Walk #20: Caroline
With: Caroline (born 1973 in Scotland, Vale of Levan Maternity Hospital!)
Date: 15 July 2016
Where: Longleat, Wiltshire
I met Caroline at the Better Days for Moria refugee camp on Lesbos in early 2016. The one and only time I was late for my (1am) shift I arrived at about 3am having over-slept and feeling even more disoriented than usual. I seem to remember I was irritated about something (perhaps the weather, which was often very bad during the period I was volunteering, making getting up at midnight even more unpleasant than it would otherwise have been!), and made a rather expletive-filled entrance to the clothing tent that night. The other volunteers were sitting on the floor trying to pour shampoo into tiny bottles for 'toiletries packs' for camp residents. Recognising me as a cyclist from the yellow panniers hanging from my hands, the first thing Caroline - for whom it was the first shift at that particular camp - said to me was 'you can come to my apartment for shower if you like, and I have a washing machine'. I'm not sure if it was the smell of me, or what, that gave away I'd been camping in an olive grove behind a remote chapel for several weeks already. Anyway, I knew at that moment we were destined to be friends.
It turned out that Caroline, like me, retired from conventional work in her late 30s and has been doing quite a bit of volunteering in Greece as well as work in her local community in Wiltshire. She and her husband are keen cyclists; in fact Neil was at that time cycling to Greece to join Caroline. I became an immediate admirer of her hard work and can-do attitude, as we worked together over a period of several nights to tackle the notorious 'back of the tent' no-go-zone, which had become a dumping ground for anything short-term volunteers couldn't be bothered to sort. And for stray dogs. Eww. I also liked the fact that, unlike many of the other volunteers, Caroline understood my disdain for the very binary gendered ethos in the clothing distribution tent, particularly in relation to children's clothes. When children are wet, tired and disoriented they need just. need. warm. clothes.
Anyway. A few days after our first shift together I took Caroline for lunch at a taverna (grilled octopus tentacles and fresh beetroot, amongst other things!) to thank her for allowing me to wash myself and my clothes.
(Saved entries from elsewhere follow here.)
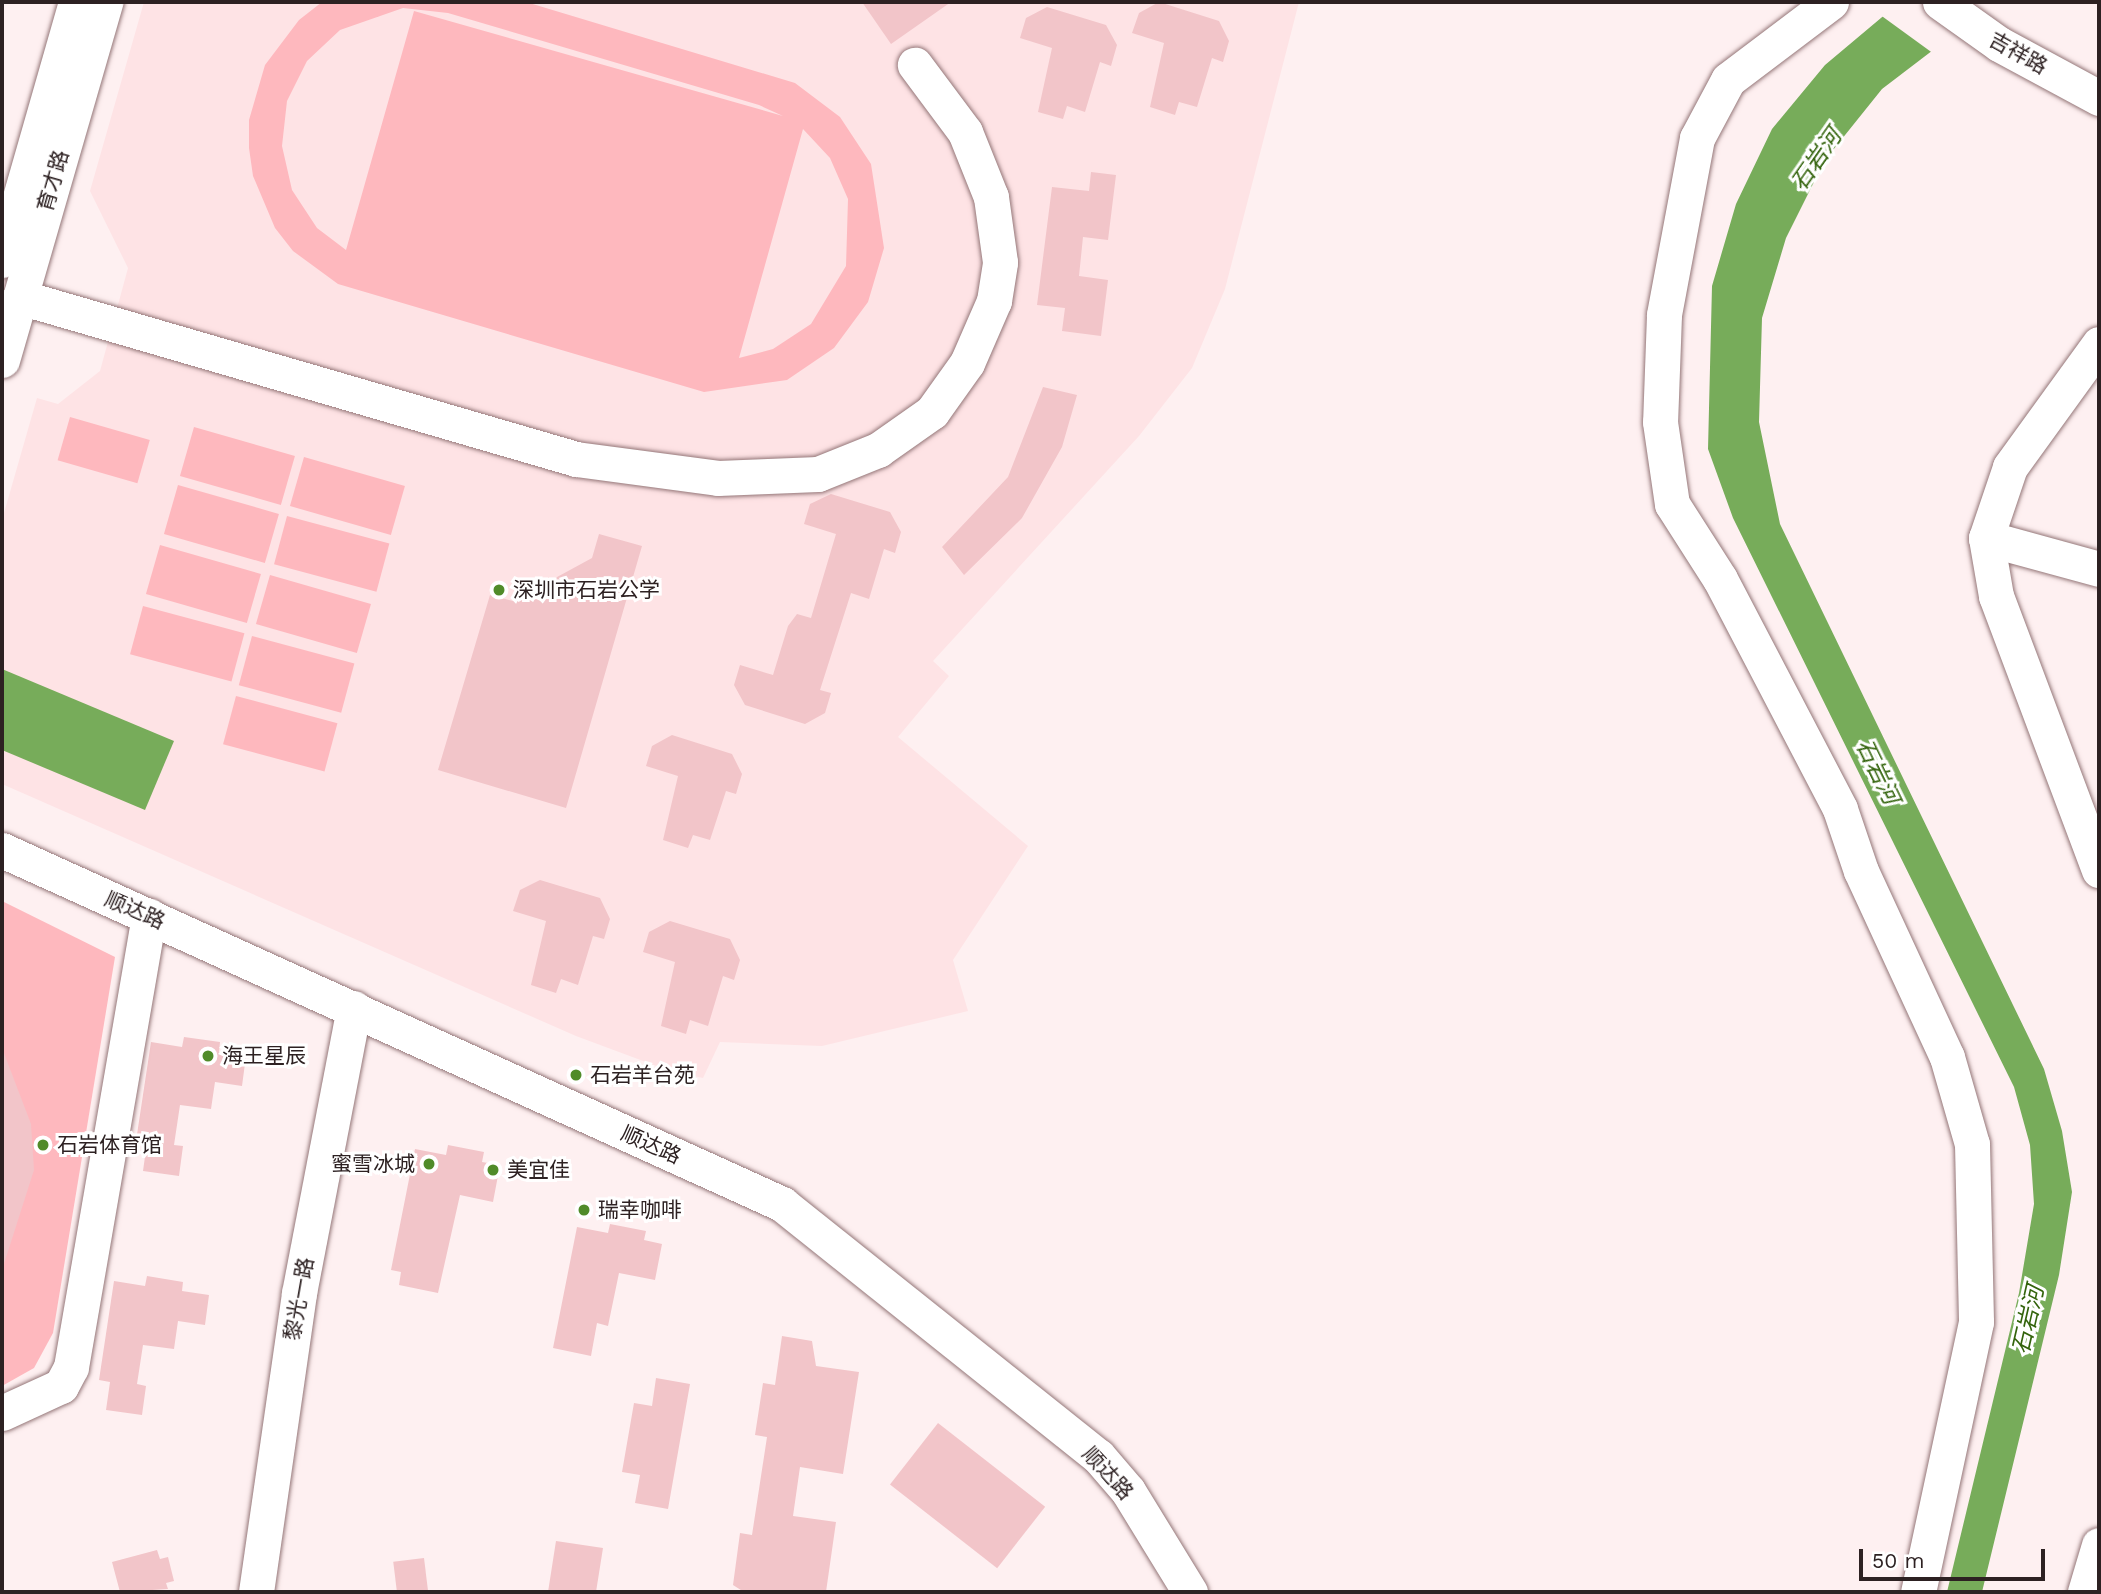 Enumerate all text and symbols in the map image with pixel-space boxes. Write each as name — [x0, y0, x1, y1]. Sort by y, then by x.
street label: 吉祥路 — [1984, 27, 2052, 79]
water label: 石岩河 — [1786, 124, 1848, 196]
street label: 育才路 — [32, 147, 74, 215]
place label: 深圳市石岩公学 — [513, 577, 660, 603]
marker: 深圳市石岩公学 — [491, 582, 507, 598]
water label: 石岩河 — [1849, 735, 1905, 809]
street label: 顺达路 — [101, 886, 169, 934]
place label: 海王星辰 — [222, 1043, 306, 1069]
marker: 海王星辰 — [200, 1048, 216, 1064]
place label: 石岩羊台苑 — [590, 1062, 695, 1088]
marker: 石岩羊台苑 — [568, 1067, 584, 1083]
street label: 顺达路 — [617, 1121, 685, 1169]
place label: 石岩体育馆 — [57, 1132, 162, 1158]
marker: 石岩体育馆 — [35, 1137, 51, 1153]
place label: 蜜雪冰城 — [331, 1151, 415, 1177]
marker: 蜜雪冰城 — [421, 1156, 437, 1172]
place label: 美宜佳 — [507, 1157, 570, 1183]
marker: 美宜佳 — [485, 1162, 501, 1178]
place label: 瑞幸咖啡 — [598, 1197, 682, 1223]
marker: 瑞幸咖啡 — [576, 1202, 592, 1218]
street label: 黎光一路 — [279, 1255, 319, 1343]
water label: 石岩河 — [2008, 1283, 2050, 1357]
street label: 顺达路 — [1078, 1441, 1138, 1505]
scale bar — [1863, 1534, 2048, 1578]
text: 50 m — [1872, 1548, 1924, 1573]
We had a wonderful conversation about cycle touring and Caroline invited me to visit them in Wiltshire later in the year.
And what a visit that turned out to be! On my first evening at their lovely thatched cottage Caroline and I went for a short stroll through pine woods to a viewpoint overlooking the Longleat Estate. I was interested to hear about the colourful reputation of Lord Bath, who since the 60s has - allegedly - maintained a significant number of (now ageing) former concubines in cottages around the village. This led to a short conversation about relationship styles, and then to another about adult attachment styles (not the same thing). It struck me that the judgments Caroline sometimes received in the past about her long-term preference (prior to meeting Neil) for an independent lifestyle are typical of the way women in particular are seen as questionable or incomplete without a partner with whom they are, preferably, domestically enmeshed. I told Caroline my solohood is a positive and entirely deliberate choice, and that I don't believe solohood necessarily equals avoidance of intimacy as some people claim. In fact, the way I have things set up nowadays means I actually get more of my needs (both for intimacy and solitude) met more of the time than I did in the past. That said, many people - of all relationships styles - do find intimacy hard, for reasons that often relate to their families of origin. We talked more about this later in the evening over dinner with Neil.
From the viewpoint we walked down into the estate itself where we sat on a bench for a better look at the animals. Caroline had just finished telling me that she's supposed to carry her residents' card inside the estate but they never check, when up pulled a very relaxed security person who seemed satisfied with Caroline's apology that she didn't have her card.
We ambled slowly back to the cottage only to find Neil packing his hot-air balloon into the back of his van. 'Hurry!' he said, 'I've been waiting for you. The conditions are perfect to take the balloon up!' About three-quarters of an hour later I was experiencing my first ever hot-air balloon flight! The height, combined with the silence - interrupted only by short blasts from the burner - makes ballooning a very 'me' mode of transport! After helping us get airborne in an unhelpfully gusting breeze Caroline did her best to follow us in the car. We came down about an hour later just west of Salisbury Plain in a farmer's field next to a very posh house, whose residents were less than impressed. When I told Lady Flimflam, quite truthfully, that I could not give her Neil's full name or mobile number she asked 'What on EARTH are you doing going up in a hot-air balloon with a man you don't even know?' Later Neil told me that during the flight he'd suddenly noticed the badge on my cap: 'Is this a date?'
Thank you Caroline for inviting me to visit and for your warm hospitality, and thank you Neil for an unforgettable, wholly unexpected 40th birthday 'date'!